I know that lots of readers don’t use SiteCatalyst, so I will write a minimal number of posts on the Advanced Omniture training I did (and I’ll space them out.) One reader did ask for some Golden Nuggets, so here they are:

Golden Nugget #1)

When you see an icon that looks like a broken egg, that indicates you’ve enabled traffic correlation. When you see an icon that looks like a

spyglass (the kind that every other WA solution uses to drill down), that indicates you’ve got a commerce correlation. Most traffic correlations have to be created, which may just require a phone call to LiveSupport – that’s how I got a correlation showing me exactly which terms visitors typed into the organic search to land on each page, page by page. (So I suppose they were correlating their standard organic search term report with their standard entry page report.) However, lots of commerce correlations are already there, you can just see them in the data — just look for the spyglass. (You are wondering why this is in the classifications post? Read on.)

Golden Nugget #2) Classifications always have to be children of a standard variable, like product, pages, etc. However, not all classifications inherit the correlation abilities of their parents.
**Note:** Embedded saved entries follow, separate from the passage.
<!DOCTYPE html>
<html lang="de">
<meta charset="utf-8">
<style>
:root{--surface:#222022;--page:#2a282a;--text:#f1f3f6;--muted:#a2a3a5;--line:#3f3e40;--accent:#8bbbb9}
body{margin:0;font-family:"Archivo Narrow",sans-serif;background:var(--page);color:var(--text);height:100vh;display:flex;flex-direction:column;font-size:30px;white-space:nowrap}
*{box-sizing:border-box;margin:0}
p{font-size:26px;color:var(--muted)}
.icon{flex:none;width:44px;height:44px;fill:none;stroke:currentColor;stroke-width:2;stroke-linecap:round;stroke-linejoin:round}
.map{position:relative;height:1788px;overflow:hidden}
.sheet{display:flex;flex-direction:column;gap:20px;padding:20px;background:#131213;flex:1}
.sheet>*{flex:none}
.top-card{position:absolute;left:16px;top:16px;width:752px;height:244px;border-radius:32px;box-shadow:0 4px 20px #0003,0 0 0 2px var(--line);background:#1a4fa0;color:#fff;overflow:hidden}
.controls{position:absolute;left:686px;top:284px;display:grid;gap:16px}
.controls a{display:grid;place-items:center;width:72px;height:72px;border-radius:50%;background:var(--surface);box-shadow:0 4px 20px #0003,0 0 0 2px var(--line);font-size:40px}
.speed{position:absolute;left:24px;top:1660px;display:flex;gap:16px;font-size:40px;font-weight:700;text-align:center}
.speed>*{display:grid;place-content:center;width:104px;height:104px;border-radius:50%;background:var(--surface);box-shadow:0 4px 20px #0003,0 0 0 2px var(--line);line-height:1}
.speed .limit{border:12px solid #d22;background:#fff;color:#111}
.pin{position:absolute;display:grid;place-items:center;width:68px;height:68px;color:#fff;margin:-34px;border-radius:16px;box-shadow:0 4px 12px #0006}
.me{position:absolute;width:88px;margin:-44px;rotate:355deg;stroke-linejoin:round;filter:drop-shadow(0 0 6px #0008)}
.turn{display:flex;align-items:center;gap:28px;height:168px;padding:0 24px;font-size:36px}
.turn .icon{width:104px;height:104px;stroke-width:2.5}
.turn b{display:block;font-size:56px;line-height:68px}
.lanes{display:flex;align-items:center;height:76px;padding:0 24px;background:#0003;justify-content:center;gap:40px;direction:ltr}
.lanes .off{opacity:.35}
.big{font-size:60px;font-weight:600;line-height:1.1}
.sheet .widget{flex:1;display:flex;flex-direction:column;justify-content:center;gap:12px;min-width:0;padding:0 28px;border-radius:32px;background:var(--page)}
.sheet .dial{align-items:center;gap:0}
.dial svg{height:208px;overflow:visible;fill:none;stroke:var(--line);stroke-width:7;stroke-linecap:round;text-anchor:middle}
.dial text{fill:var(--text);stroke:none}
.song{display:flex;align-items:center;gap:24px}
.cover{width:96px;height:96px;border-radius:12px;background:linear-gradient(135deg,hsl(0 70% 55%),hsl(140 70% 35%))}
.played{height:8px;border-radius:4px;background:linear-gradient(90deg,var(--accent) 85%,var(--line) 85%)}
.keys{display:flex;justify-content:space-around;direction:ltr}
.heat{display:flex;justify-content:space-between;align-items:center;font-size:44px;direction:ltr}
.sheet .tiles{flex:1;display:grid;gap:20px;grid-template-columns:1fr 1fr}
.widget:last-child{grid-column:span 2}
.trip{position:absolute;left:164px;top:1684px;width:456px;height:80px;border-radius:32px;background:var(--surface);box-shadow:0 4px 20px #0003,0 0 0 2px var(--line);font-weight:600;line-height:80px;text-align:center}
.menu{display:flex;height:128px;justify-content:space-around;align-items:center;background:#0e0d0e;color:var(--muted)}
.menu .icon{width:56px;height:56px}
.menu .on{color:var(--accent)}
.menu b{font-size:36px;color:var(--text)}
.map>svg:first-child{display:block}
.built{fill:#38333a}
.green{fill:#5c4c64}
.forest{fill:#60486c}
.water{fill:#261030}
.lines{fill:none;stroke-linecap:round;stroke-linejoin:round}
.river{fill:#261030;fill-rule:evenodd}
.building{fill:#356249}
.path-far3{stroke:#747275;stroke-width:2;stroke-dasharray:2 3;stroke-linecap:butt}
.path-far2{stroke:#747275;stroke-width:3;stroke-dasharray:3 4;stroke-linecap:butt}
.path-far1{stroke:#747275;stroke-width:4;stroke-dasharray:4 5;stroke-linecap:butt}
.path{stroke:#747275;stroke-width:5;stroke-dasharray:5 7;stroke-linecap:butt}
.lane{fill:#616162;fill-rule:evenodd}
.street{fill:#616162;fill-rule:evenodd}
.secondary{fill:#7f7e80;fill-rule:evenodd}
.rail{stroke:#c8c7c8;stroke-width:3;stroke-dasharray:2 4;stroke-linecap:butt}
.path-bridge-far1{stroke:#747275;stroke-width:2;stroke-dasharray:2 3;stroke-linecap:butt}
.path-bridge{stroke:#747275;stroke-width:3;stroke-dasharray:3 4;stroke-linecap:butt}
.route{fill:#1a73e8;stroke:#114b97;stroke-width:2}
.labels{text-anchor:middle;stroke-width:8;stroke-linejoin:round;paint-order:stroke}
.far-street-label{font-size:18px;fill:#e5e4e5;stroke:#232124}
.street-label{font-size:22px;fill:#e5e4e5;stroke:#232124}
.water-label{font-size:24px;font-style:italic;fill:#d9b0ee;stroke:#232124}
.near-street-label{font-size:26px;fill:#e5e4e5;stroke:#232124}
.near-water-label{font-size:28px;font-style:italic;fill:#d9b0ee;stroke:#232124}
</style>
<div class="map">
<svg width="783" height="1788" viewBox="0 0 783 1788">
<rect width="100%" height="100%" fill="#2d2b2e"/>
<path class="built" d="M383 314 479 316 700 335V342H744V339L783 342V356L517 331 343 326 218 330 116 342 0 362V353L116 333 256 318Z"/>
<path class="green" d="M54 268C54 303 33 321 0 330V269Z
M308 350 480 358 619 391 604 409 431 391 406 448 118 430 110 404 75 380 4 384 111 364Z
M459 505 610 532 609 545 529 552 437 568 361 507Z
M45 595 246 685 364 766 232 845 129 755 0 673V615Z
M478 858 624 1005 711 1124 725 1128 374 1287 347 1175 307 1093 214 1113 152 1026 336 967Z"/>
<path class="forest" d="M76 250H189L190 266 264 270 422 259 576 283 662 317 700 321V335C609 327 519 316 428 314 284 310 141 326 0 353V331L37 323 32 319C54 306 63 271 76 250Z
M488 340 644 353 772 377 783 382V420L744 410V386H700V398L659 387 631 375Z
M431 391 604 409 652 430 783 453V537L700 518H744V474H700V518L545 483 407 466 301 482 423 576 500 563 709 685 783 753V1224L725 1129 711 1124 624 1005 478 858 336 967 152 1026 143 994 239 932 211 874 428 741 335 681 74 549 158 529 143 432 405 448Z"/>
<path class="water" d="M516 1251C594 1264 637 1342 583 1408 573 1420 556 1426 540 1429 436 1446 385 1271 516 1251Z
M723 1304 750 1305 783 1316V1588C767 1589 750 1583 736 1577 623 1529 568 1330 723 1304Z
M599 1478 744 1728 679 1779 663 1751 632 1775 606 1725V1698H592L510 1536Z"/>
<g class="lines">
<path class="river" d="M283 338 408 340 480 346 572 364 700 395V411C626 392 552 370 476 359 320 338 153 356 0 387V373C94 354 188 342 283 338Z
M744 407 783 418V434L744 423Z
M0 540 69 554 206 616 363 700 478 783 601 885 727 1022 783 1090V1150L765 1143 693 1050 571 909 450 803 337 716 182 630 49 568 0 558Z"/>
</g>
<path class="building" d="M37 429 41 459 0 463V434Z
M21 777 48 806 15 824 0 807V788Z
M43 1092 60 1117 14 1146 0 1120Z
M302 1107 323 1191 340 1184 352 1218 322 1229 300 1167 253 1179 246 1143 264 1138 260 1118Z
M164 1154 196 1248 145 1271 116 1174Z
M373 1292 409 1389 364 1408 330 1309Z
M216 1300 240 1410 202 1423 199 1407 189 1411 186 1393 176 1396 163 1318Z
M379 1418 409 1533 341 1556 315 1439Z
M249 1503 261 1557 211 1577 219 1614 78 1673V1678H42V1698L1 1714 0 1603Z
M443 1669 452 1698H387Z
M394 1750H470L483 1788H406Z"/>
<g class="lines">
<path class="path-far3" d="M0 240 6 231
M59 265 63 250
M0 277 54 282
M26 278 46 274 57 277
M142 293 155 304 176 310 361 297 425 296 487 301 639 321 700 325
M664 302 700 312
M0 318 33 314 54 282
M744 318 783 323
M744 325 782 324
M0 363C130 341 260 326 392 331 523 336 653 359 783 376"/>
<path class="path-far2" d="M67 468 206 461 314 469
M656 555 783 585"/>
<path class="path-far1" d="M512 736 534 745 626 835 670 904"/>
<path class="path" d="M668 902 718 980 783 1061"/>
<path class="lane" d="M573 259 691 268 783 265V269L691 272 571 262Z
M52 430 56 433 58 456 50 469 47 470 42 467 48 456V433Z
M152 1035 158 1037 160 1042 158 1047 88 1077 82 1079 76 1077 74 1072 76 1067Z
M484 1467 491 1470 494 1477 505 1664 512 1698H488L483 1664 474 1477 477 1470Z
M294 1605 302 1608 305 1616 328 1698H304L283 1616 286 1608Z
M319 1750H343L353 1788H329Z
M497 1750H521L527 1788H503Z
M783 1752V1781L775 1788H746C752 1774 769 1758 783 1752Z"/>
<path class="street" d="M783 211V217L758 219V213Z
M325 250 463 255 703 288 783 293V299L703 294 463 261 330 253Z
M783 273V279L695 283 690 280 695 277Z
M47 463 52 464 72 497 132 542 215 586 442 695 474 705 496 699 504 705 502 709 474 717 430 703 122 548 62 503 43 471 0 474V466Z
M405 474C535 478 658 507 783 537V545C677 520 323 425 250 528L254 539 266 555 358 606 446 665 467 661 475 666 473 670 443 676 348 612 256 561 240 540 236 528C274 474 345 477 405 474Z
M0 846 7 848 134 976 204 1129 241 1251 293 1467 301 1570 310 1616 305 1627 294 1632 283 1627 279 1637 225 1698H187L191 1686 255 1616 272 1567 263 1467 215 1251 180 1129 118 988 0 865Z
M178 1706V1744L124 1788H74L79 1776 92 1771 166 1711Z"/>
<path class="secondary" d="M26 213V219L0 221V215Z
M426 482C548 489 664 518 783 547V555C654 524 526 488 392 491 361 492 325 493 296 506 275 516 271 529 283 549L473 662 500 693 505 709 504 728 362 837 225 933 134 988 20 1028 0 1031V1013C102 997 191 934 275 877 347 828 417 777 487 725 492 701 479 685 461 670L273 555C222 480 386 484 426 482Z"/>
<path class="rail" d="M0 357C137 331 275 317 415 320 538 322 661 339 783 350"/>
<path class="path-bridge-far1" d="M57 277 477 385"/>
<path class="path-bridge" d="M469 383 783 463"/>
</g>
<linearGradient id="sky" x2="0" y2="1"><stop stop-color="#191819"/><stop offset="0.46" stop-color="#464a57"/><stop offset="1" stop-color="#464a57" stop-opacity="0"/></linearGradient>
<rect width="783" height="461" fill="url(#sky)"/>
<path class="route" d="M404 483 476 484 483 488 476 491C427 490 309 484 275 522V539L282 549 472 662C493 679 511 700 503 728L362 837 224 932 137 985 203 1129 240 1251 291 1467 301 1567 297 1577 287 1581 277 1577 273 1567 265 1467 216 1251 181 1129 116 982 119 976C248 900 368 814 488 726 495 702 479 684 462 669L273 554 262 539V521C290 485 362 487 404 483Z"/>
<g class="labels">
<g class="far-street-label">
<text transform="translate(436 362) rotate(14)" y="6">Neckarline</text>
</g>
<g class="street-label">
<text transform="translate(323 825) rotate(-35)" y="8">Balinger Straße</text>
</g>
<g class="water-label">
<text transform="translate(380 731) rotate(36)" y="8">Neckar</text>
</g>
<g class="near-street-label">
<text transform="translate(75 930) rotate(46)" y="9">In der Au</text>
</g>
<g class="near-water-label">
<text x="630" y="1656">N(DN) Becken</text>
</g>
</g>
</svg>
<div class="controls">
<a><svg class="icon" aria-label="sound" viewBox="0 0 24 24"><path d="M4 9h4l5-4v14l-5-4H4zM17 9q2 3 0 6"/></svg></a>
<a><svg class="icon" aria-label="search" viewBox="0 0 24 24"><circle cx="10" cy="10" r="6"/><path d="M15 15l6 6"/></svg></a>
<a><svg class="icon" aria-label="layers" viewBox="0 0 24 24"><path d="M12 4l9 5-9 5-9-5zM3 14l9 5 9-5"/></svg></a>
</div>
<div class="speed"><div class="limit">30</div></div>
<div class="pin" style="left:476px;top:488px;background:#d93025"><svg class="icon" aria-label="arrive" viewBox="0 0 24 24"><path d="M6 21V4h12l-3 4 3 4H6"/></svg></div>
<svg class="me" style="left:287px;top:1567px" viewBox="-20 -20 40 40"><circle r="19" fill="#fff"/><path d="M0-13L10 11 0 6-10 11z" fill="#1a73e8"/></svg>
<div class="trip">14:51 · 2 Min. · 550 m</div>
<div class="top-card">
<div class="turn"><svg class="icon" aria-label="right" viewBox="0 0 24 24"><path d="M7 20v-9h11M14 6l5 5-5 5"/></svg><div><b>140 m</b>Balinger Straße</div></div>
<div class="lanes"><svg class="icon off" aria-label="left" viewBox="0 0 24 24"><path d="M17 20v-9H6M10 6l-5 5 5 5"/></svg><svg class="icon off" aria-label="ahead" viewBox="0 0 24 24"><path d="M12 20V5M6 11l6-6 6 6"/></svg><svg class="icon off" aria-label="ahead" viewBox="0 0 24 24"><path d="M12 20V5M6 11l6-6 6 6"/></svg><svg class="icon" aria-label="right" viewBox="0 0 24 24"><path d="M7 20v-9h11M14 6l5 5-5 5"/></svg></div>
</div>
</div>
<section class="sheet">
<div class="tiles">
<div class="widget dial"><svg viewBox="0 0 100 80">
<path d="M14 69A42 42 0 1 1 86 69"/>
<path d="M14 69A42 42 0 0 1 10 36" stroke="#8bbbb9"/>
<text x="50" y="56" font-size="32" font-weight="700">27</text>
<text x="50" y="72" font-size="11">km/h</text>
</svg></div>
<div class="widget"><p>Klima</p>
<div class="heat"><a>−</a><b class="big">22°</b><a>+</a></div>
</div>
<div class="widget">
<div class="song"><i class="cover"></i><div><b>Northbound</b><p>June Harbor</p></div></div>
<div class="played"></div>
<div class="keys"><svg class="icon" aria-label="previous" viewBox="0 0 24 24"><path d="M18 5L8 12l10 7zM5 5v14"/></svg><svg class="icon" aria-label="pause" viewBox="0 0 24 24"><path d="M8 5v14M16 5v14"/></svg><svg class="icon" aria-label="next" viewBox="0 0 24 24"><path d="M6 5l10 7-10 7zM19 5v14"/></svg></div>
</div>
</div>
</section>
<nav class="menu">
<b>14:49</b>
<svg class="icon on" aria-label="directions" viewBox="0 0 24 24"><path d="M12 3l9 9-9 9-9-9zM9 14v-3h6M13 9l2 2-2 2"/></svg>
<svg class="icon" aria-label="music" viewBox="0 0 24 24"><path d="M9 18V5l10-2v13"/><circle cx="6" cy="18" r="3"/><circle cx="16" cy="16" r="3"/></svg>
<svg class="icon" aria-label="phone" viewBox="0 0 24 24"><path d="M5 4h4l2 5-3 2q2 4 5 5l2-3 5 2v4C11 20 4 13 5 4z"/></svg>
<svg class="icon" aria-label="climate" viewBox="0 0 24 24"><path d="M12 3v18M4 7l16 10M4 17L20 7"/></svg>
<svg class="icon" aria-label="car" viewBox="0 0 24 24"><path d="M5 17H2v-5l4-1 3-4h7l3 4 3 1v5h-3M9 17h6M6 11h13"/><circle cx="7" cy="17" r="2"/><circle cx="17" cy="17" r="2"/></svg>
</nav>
So if you take a paths variable like pages and create classifications (sample classifications for pages in a media site: arts and leisure pages, sports page, business page), you won’t be able to do the same kind of correlations that you might with pages. On the other hand, some variables (I believe they are product, customer loyalty and campaign) are “fully subrelated” — that means that they can always pass their relational genetics onto their children (classifications.)

So, for example, I might own a website for women’s sweatshirts, but all my products are just SKU numbers — not very helpful. So I could create classifications and group the sweatshirts by Type (hoodies and non-hoodies. Now I can pull up Products > Type and see all my commerce metrics for hoodies and non-hoodies.) Everything that I could normally correlate with products can be correlated here. For example, with Products, I can look at not just the Big Three Sales metrics — Revenue, Orders and Units — but I can also look at cart additions. Product views. Finding methods. (Some of those get pulled in by clicking on the spyglass icon, since that’s the way that correlation is signified in commerce.) The point is that all the children of products, customer loyalty and campaign can have the same correlations as their parents, but the same is not true of classifications belonging to other parent variables.

Golden Nugget #3) Omniture works hard to call things by names that are meaningless — but then, if you’re still reading, you know that already. WRT Classifications, they have a neat tool called SAINT — probably some kind of backronym. However, they should have called in the SC Excel uploader. It’s pretty easy, even for non-techies — you just create your classifications in Excel and use SAINT to upload them. (It’s useful for other uploads, but we won’t go there today.)

Robbin Steif
LunaMetrics

PS I am hoping that all the people who work with SC day in and day out will get on an make additions and corrections. For example, I was unable to find a Path or Traffic variable that had any preset correlations, i.e. correlations that I hadn’t created myself. So that addition would be really useful.